== TASK BRIEF ==
If a line in the entries below holds the string "Xanh", copy it.

# # # # #

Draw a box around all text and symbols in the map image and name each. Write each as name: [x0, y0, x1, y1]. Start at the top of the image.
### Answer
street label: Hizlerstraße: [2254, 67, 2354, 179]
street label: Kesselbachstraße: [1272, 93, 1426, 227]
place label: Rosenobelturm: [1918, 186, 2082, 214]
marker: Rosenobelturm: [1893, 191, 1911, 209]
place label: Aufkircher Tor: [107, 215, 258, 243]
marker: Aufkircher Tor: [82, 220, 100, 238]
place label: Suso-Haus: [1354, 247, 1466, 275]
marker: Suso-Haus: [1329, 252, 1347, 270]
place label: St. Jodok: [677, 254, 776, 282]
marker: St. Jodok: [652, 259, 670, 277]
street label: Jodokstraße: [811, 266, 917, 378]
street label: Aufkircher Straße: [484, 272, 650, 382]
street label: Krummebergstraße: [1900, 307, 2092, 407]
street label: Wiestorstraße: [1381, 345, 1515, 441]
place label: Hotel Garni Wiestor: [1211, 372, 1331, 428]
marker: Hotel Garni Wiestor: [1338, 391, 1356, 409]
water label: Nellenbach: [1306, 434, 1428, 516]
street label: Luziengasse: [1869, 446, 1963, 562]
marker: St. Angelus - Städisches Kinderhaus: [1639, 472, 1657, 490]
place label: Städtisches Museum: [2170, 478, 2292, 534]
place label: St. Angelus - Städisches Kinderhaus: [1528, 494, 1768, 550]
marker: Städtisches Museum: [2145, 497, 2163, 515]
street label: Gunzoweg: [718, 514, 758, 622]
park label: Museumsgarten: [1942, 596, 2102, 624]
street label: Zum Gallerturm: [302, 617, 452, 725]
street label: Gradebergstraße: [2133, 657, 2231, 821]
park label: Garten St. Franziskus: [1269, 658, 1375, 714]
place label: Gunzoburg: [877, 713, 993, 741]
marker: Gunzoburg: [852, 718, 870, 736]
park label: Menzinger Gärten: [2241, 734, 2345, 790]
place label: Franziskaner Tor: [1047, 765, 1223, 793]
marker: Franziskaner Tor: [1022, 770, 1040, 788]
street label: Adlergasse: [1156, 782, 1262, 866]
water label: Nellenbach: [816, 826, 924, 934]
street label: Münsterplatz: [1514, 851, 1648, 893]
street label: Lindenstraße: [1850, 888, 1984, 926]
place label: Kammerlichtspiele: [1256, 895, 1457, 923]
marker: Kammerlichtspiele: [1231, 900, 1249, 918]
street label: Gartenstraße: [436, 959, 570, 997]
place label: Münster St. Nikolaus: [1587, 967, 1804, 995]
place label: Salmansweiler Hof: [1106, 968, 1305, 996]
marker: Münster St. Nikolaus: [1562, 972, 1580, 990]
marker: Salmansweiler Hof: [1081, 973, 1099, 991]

# # # # #

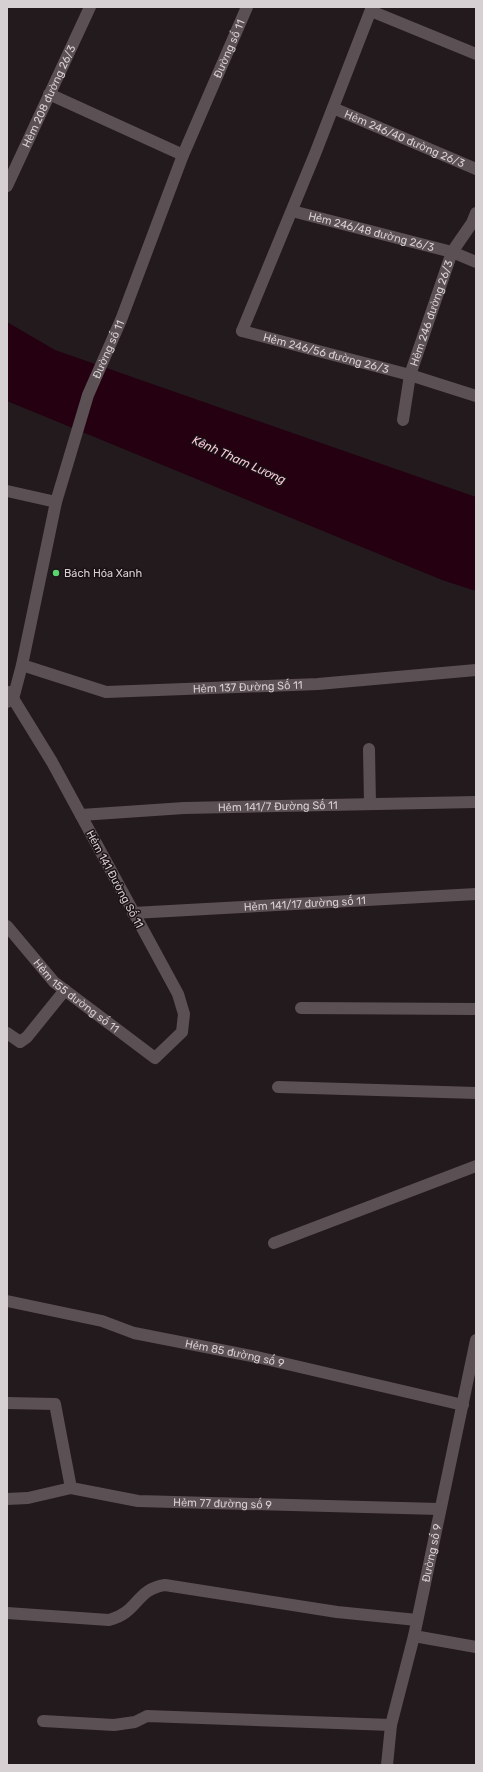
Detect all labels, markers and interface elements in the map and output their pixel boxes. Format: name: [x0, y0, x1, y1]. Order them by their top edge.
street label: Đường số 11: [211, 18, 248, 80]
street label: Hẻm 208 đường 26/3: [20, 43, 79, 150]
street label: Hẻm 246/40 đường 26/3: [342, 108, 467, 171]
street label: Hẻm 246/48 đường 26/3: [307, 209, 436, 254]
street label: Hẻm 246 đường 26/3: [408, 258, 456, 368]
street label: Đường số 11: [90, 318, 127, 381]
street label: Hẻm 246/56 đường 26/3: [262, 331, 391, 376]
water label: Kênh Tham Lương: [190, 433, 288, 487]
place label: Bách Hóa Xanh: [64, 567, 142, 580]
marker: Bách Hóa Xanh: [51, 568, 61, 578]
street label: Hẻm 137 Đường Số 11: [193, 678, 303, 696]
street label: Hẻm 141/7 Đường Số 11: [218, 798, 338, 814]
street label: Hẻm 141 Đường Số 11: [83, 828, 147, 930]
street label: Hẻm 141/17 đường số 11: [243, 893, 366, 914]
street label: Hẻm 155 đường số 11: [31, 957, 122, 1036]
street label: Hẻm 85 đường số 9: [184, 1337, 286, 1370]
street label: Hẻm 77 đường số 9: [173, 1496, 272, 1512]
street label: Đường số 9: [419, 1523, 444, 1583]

# # # # #

== EXERCISE RESULT ==
place label: Bách Hóa Xanh: [64, 567, 142, 580]
marker: Bách Hóa Xanh: [51, 568, 61, 578]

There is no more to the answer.